Exercise prompt: Each record is to be transcribed in full and exactly.

Records shown below:

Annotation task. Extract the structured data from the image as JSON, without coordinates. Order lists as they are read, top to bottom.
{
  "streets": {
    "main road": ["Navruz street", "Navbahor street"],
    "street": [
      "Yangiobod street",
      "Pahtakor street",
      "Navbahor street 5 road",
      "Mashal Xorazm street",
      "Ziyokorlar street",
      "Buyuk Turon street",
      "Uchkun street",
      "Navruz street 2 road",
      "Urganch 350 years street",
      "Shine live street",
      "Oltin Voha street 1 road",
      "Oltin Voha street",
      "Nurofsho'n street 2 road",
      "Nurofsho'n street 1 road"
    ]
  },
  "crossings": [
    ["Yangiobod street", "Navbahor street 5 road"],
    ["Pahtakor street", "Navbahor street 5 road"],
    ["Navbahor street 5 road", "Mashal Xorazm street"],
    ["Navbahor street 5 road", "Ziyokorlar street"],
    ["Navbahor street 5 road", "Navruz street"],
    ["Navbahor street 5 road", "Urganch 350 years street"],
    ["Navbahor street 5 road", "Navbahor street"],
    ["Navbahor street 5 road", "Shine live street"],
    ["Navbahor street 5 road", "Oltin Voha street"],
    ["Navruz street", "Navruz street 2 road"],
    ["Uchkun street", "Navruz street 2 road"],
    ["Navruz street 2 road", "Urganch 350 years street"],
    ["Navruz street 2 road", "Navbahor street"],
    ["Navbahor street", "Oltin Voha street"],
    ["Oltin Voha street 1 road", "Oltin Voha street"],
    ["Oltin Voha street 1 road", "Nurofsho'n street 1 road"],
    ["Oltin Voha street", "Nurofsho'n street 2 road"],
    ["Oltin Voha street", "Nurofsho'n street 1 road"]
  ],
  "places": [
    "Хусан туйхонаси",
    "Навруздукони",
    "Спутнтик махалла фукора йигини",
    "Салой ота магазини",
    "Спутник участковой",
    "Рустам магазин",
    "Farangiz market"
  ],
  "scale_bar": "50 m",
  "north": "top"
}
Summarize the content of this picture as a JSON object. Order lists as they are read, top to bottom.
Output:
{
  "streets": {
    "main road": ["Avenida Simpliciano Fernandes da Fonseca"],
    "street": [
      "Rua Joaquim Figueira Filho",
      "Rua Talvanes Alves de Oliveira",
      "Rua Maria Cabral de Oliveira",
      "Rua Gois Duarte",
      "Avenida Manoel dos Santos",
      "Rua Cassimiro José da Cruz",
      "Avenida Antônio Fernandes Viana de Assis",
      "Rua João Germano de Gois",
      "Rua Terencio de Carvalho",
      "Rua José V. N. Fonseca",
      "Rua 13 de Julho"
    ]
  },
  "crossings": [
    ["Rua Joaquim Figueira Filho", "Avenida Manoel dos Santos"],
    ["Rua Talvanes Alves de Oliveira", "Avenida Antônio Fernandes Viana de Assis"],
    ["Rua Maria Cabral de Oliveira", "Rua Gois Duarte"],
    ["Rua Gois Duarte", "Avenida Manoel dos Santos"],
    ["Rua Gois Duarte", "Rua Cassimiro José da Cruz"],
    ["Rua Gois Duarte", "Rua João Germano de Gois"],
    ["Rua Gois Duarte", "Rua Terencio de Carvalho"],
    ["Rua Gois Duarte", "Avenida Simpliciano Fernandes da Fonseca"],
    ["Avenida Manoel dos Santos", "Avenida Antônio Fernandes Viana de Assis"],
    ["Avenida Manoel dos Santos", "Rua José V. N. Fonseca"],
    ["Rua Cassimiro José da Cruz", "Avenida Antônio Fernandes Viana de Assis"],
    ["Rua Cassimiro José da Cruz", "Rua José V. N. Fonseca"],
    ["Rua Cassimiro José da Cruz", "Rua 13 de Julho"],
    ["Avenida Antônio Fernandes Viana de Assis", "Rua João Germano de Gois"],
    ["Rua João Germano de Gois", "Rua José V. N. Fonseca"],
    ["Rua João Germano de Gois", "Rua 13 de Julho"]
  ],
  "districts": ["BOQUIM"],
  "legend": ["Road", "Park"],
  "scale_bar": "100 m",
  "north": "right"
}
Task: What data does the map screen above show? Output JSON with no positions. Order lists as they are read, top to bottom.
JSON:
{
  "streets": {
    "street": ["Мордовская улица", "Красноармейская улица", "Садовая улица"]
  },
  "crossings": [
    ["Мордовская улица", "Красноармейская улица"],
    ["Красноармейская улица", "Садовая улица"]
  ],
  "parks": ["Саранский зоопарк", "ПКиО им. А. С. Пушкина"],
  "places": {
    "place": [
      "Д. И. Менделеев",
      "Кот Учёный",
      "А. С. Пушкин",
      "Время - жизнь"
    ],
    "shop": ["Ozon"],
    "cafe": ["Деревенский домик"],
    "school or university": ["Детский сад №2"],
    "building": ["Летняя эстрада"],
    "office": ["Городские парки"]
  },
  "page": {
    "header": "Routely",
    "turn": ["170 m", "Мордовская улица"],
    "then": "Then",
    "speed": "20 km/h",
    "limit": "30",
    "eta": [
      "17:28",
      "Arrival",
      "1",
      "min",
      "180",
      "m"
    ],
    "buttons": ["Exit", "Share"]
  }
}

End of Records shown.

Exercise result:
Annotation task. Extract the structured data from the image as JSON, without coordinates. Order lists as they are read, top to bottom.
{
  "streets": {
    "main road": ["Navruz street", "Navbahor street"],
    "street": [
      "Yangiobod street",
      "Pahtakor street",
      "Navbahor street 5 road",
      "Mashal Xorazm street",
      "Ziyokorlar street",
      "Buyuk Turon street",
      "Uchkun street",
      "Navruz street 2 road",
      "Urganch 350 years street",
      "Shine live street",
      "Oltin Voha street 1 road",
      "Oltin Voha street",
      "Nurofsho'n street 2 road",
      "Nurofsho'n street 1 road"
    ]
  },
  "crossings": [
    ["Yangiobod street", "Navbahor street 5 road"],
    ["Pahtakor street", "Navbahor street 5 road"],
    ["Navbahor street 5 road", "Mashal Xorazm street"],
    ["Navbahor street 5 road", "Ziyokorlar street"],
    ["Navbahor street 5 road", "Navruz street"],
    ["Navbahor street 5 road", "Urganch 350 years street"],
    ["Navbahor street 5 road", "Navbahor street"],
    ["Navbahor street 5 road", "Shine live street"],
    ["Navbahor street 5 road", "Oltin Voha street"],
    ["Navruz street", "Navruz street 2 road"],
    ["Uchkun street", "Navruz street 2 road"],
    ["Navruz street 2 road", "Urganch 350 years street"],
    ["Navruz street 2 road", "Navbahor street"],
    ["Navbahor street", "Oltin Voha street"],
    ["Oltin Voha street 1 road", "Oltin Voha street"],
    ["Oltin Voha street 1 road", "Nurofsho'n street 1 road"],
    ["Oltin Voha street", "Nurofsho'n street 2 road"],
    ["Oltin Voha street", "Nurofsho'n street 1 road"]
  ],
  "places": [
    "Хусан туйхонаси",
    "Навруздукони",
    "Спутнтик махалла фукора йигини",
    "Салой ота магазини",
    "Спутник участковой",
    "Рустам магазин",
    "Farangiz market"
  ],
  "scale_bar": "50 m",
  "north": "top"
}
Summarize the content of this picture as a JSON object. Order lists as they are read, top to bottom.
Output:
{
  "streets": {
    "main road": ["Avenida Simpliciano Fernandes da Fonseca"],
    "street": [
      "Rua Joaquim Figueira Filho",
      "Rua Talvanes Alves de Oliveira",
      "Rua Maria Cabral de Oliveira",
      "Rua Gois Duarte",
      "Avenida Manoel dos Santos",
      "Rua Cassimiro José da Cruz",
      "Avenida Antônio Fernandes Viana de Assis",
      "Rua João Germano de Gois",
      "Rua Terencio de Carvalho",
      "Rua José V. N. Fonseca",
      "Rua 13 de Julho"
    ]
  },
  "crossings": [
    ["Rua Joaquim Figueira Filho", "Avenida Manoel dos Santos"],
    ["Rua Talvanes Alves de Oliveira", "Avenida Antônio Fernandes Viana de Assis"],
    ["Rua Maria Cabral de Oliveira", "Rua Gois Duarte"],
    ["Rua Gois Duarte", "Avenida Manoel dos Santos"],
    ["Rua Gois Duarte", "Rua Cassimiro José da Cruz"],
    ["Rua Gois Duarte", "Rua João Germano de Gois"],
    ["Rua Gois Duarte", "Rua Terencio de Carvalho"],
    ["Rua Gois Duarte", "Avenida Simpliciano Fernandes da Fonseca"],
    ["Avenida Manoel dos Santos", "Avenida Antônio Fernandes Viana de Assis"],
    ["Avenida Manoel dos Santos", "Rua José V. N. Fonseca"],
    ["Rua Cassimiro José da Cruz", "Avenida Antônio Fernandes Viana de Assis"],
    ["Rua Cassimiro José da Cruz", "Rua José V. N. Fonseca"],
    ["Rua Cassimiro José da Cruz", "Rua 13 de Julho"],
    ["Avenida Antônio Fernandes Viana de Assis", "Rua João Germano de Gois"],
    ["Rua João Germano de Gois", "Rua José V. N. Fonseca"],
    ["Rua João Germano de Gois", "Rua 13 de Julho"]
  ],
  "districts": ["BOQUIM"],
  "legend": ["Road", "Park"],
  "scale_bar": "100 m",
  "north": "right"
}
Task: What data does the map screen above show? Output JSON with no positions. Order lists as they are read, top to bottom.
JSON:
{
  "streets": {
    "street": ["Мордовская улица", "Красноармейская улица", "Садовая улица"]
  },
  "crossings": [
    ["Мордовская улица", "Красноармейская улица"],
    ["Красноармейская улица", "Садовая улица"]
  ],
  "parks": ["Саранский зоопарк", "ПКиО им. А. С. Пушкина"],
  "places": {
    "place": [
      "Д. И. Менделеев",
      "Кот Учёный",
      "А. С. Пушкин",
      "Время - жизнь"
    ],
    "shop": ["Ozon"],
    "cafe": ["Деревенский домик"],
    "school or university": ["Детский сад №2"],
    "building": ["Летняя эстрада"],
    "office": ["Городские парки"]
  },
  "page": {
    "header": "Routely",
    "turn": ["170 m", "Мордовская улица"],
    "then": "Then",
    "speed": "20 km/h",
    "limit": "30",
    "eta": [
      "17:28",
      "Arrival",
      "1",
      "min",
      "180",
      "m"
    ],
    "buttons": ["Exit", "Share"]
  }
}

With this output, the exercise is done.